Digital wallets on iOS already exist and here’s how they compete today
I see more people than I’d expect suggesting that enabling digital wallets for payments on the iPhone is massively dangerous and would lead to widespread fraud and I’ve even seen suggestions that these wallets would charge users a service fee to run all transactions.
I’m not here to tell you that every single player in payments is an angel, but as I wrote a few weeks back, I think there is a fundamental misunderstanding of how competition works in payments.
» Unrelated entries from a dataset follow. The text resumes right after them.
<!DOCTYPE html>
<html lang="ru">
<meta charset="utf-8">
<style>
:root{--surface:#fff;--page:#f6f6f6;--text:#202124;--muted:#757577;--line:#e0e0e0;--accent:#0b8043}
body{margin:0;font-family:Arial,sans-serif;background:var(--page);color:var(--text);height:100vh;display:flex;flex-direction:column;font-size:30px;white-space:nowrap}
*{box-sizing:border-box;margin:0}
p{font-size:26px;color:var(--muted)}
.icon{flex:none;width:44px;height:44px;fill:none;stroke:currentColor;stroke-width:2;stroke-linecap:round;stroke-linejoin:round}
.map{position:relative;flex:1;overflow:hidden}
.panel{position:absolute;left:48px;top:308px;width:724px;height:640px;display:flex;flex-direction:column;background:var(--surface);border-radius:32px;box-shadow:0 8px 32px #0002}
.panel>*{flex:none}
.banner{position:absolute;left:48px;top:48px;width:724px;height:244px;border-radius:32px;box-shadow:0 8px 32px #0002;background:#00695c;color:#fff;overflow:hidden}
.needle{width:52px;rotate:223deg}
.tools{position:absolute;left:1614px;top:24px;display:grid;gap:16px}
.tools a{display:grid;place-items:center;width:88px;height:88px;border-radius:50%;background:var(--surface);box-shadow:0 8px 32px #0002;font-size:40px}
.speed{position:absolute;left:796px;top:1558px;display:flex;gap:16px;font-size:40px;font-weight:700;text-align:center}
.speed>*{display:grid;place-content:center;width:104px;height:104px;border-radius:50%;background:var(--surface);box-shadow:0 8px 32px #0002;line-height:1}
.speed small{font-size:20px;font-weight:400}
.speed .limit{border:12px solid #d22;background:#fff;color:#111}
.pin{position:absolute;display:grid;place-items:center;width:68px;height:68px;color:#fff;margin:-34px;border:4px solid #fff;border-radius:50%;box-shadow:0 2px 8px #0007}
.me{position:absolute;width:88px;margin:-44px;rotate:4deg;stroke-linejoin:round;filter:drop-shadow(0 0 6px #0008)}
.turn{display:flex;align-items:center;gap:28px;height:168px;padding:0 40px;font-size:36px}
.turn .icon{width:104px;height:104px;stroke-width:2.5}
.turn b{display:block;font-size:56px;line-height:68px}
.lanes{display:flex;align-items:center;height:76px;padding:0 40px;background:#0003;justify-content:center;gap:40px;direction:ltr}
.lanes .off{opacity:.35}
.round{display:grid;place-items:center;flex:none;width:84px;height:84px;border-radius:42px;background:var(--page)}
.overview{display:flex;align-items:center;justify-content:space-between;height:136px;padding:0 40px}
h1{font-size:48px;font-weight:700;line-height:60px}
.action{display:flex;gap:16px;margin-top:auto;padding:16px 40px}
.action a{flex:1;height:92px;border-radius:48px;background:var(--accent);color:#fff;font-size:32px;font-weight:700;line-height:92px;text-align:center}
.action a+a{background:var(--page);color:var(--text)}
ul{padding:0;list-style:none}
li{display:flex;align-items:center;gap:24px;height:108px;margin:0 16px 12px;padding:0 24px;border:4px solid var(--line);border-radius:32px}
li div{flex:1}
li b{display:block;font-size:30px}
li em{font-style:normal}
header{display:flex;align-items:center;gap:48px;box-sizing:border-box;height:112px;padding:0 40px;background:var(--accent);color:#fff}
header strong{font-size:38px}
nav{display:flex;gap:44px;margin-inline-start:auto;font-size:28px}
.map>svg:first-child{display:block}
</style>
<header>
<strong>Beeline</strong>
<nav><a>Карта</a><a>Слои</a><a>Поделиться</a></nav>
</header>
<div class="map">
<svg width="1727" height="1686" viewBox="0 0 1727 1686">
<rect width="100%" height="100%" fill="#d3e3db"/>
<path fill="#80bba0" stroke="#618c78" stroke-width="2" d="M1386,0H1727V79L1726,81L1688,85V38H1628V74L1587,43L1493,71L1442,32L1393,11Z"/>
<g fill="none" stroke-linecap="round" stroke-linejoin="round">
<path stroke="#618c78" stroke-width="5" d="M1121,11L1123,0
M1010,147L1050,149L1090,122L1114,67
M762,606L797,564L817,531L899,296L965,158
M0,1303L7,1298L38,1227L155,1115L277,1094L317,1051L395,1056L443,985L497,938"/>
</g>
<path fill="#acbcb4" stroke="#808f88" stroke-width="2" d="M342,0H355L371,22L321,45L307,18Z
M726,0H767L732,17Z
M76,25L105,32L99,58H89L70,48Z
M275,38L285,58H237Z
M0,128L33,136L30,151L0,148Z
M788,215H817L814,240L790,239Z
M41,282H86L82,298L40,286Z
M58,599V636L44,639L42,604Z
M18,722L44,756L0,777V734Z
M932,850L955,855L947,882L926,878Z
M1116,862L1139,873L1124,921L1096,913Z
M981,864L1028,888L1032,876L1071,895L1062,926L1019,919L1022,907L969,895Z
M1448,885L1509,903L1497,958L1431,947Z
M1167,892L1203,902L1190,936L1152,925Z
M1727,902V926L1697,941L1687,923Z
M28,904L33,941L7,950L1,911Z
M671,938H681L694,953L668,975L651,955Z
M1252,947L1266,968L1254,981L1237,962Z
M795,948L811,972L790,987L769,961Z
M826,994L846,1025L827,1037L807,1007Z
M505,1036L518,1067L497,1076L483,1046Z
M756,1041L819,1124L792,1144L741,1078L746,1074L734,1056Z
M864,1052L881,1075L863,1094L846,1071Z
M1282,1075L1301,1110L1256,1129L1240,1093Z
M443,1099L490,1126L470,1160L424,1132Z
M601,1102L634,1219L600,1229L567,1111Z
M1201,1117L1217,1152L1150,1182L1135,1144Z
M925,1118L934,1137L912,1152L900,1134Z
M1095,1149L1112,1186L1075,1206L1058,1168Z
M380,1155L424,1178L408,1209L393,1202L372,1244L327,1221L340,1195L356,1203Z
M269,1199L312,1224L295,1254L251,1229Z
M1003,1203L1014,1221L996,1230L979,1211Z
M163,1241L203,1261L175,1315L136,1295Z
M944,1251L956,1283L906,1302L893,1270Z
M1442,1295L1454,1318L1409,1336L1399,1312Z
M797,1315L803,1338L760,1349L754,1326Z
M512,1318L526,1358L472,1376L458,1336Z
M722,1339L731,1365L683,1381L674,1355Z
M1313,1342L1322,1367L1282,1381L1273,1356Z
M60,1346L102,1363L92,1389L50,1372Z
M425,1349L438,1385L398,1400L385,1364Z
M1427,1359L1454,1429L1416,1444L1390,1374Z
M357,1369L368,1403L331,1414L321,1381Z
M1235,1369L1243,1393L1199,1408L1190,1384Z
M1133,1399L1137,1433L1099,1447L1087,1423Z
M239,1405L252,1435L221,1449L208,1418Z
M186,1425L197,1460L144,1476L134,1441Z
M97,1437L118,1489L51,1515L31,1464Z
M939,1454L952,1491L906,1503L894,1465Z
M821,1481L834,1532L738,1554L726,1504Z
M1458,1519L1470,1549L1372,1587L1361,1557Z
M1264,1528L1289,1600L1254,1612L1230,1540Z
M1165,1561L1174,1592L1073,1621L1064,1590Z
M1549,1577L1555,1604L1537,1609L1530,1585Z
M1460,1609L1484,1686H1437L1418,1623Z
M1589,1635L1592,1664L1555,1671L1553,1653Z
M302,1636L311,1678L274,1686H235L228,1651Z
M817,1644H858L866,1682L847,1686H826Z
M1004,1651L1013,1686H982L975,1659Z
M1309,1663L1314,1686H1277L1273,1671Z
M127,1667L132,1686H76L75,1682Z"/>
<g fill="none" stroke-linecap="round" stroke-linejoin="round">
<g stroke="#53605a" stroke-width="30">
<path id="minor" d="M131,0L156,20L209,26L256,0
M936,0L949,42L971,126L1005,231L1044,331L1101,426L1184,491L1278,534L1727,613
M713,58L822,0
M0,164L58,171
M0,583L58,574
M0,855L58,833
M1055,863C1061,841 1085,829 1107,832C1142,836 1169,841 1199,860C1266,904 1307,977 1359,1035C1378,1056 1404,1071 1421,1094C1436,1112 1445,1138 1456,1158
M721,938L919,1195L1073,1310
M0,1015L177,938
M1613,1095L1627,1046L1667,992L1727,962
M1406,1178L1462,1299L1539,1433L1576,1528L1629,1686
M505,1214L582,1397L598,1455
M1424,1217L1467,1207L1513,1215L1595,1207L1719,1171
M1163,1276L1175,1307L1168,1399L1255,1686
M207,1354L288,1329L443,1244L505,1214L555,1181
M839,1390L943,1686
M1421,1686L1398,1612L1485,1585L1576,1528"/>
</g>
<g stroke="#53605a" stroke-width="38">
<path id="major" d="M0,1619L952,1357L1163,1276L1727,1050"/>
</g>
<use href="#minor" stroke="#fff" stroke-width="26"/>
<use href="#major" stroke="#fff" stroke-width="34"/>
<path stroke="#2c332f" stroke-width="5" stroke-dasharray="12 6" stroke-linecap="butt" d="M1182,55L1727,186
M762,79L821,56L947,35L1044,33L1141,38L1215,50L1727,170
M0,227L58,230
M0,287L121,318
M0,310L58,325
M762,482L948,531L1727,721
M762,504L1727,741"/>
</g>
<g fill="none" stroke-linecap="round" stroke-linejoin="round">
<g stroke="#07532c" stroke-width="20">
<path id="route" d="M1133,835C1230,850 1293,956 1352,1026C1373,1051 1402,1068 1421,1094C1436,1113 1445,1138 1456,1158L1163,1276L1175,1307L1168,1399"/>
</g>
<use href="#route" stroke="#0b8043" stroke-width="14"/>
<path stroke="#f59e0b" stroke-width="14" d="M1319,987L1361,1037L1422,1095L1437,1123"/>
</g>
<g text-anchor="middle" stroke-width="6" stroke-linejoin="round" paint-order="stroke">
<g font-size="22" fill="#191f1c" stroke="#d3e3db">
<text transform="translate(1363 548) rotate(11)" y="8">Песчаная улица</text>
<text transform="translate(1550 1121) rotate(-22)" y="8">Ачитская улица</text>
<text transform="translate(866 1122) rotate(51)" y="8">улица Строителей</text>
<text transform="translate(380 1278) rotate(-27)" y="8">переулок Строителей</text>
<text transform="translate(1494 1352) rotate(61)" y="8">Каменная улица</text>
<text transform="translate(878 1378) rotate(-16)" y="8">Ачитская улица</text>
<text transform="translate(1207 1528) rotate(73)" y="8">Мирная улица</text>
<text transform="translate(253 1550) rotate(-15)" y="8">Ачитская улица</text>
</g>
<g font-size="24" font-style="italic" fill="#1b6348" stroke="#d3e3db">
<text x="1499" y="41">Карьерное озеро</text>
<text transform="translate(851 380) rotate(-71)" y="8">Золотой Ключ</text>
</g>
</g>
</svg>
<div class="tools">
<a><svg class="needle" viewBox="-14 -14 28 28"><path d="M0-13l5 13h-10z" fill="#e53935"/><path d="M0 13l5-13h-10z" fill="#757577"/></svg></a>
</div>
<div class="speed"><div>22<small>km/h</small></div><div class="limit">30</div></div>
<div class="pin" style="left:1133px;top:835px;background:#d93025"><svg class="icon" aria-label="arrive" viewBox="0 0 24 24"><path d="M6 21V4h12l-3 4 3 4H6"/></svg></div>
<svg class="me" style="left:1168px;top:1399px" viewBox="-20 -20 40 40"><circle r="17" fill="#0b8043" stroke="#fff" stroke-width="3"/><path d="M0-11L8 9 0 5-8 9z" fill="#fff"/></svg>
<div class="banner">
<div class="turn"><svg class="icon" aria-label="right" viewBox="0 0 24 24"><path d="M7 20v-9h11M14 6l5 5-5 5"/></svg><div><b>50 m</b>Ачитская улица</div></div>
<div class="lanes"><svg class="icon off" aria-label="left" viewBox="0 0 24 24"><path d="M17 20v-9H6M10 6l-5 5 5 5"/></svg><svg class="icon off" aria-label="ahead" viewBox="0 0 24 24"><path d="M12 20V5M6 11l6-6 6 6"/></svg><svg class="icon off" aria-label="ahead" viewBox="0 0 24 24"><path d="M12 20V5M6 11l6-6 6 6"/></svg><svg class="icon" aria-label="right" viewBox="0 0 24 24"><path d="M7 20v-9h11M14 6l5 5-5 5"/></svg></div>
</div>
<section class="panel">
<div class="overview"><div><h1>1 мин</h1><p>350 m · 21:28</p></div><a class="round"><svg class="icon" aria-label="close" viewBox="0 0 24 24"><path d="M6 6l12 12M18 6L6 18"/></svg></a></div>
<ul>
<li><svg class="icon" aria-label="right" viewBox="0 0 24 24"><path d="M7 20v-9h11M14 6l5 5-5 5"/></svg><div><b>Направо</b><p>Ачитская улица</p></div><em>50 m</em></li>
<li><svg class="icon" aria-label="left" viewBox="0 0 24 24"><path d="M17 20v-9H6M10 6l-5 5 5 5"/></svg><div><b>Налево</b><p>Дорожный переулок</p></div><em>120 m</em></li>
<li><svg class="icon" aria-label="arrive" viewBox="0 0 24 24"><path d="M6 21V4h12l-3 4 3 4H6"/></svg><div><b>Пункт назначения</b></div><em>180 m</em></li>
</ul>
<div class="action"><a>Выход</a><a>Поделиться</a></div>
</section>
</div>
And as I like to say, we don’t need to speculate on what other popular wallets might do because we already know them, and by the numbers, most Americans use them already. A report from last year showed the top 5 digital wallets in the United States to be:
- PayPal (used by 71% of US adults)
- Cash App (44%)
- Venmo (39%)
- Google Pay (36%)
- Apple Pay (31%)
What this looks like to me is rich competition where there are multiple good options for consumers, and while you personally may choose to not use some of these yourself, I think it would be disingenuous to argue that these non-Apple options are evil or are out to scam users. User experience is king when it comes to many products in the payments space, and that’s where companies compete today.
Here’s a few other interesting tidbits from the report:
2023 worldwide digital wallet transaction volume was $3.1 trillion for e-commerce and $10.8 trillion for card-present (aka tap-to-pay at a physical location). Of note, that second part is where Apple currently blocks third party wallets from playing.
This quote stuck out to me as well:
Today, retail payments need to be fast, secure and easy for starters. But that alone is no longer sufficient. Consumers are increasingly creatures of choice when it comes to how they pay, and so retailers need to work harder to satisfy this increasing demand.
Again, while I see skeptics on social media talk about how insecure and intentionally bad financial companies want to make their software, internally those things are table stakes and competition happens in delivering more to customers so that they choose to use the best product (which we all hope is ours).
So yeah, we can debate whether apps besides Apple Wallet should be able to work for card present transactions, but let’s not pretend that the main Wallet competitors are skeezy criminals who want to give you a shitty user experience and share your plain text card info on GitHub or whatever. These wallets already exist, they already consider security table stakes, and they compete on user experience, just like we’d all want. If Apple Wallet is great, then it should hold up well to competition, and we can already see how it does in e-commerce where it actually has to compete today.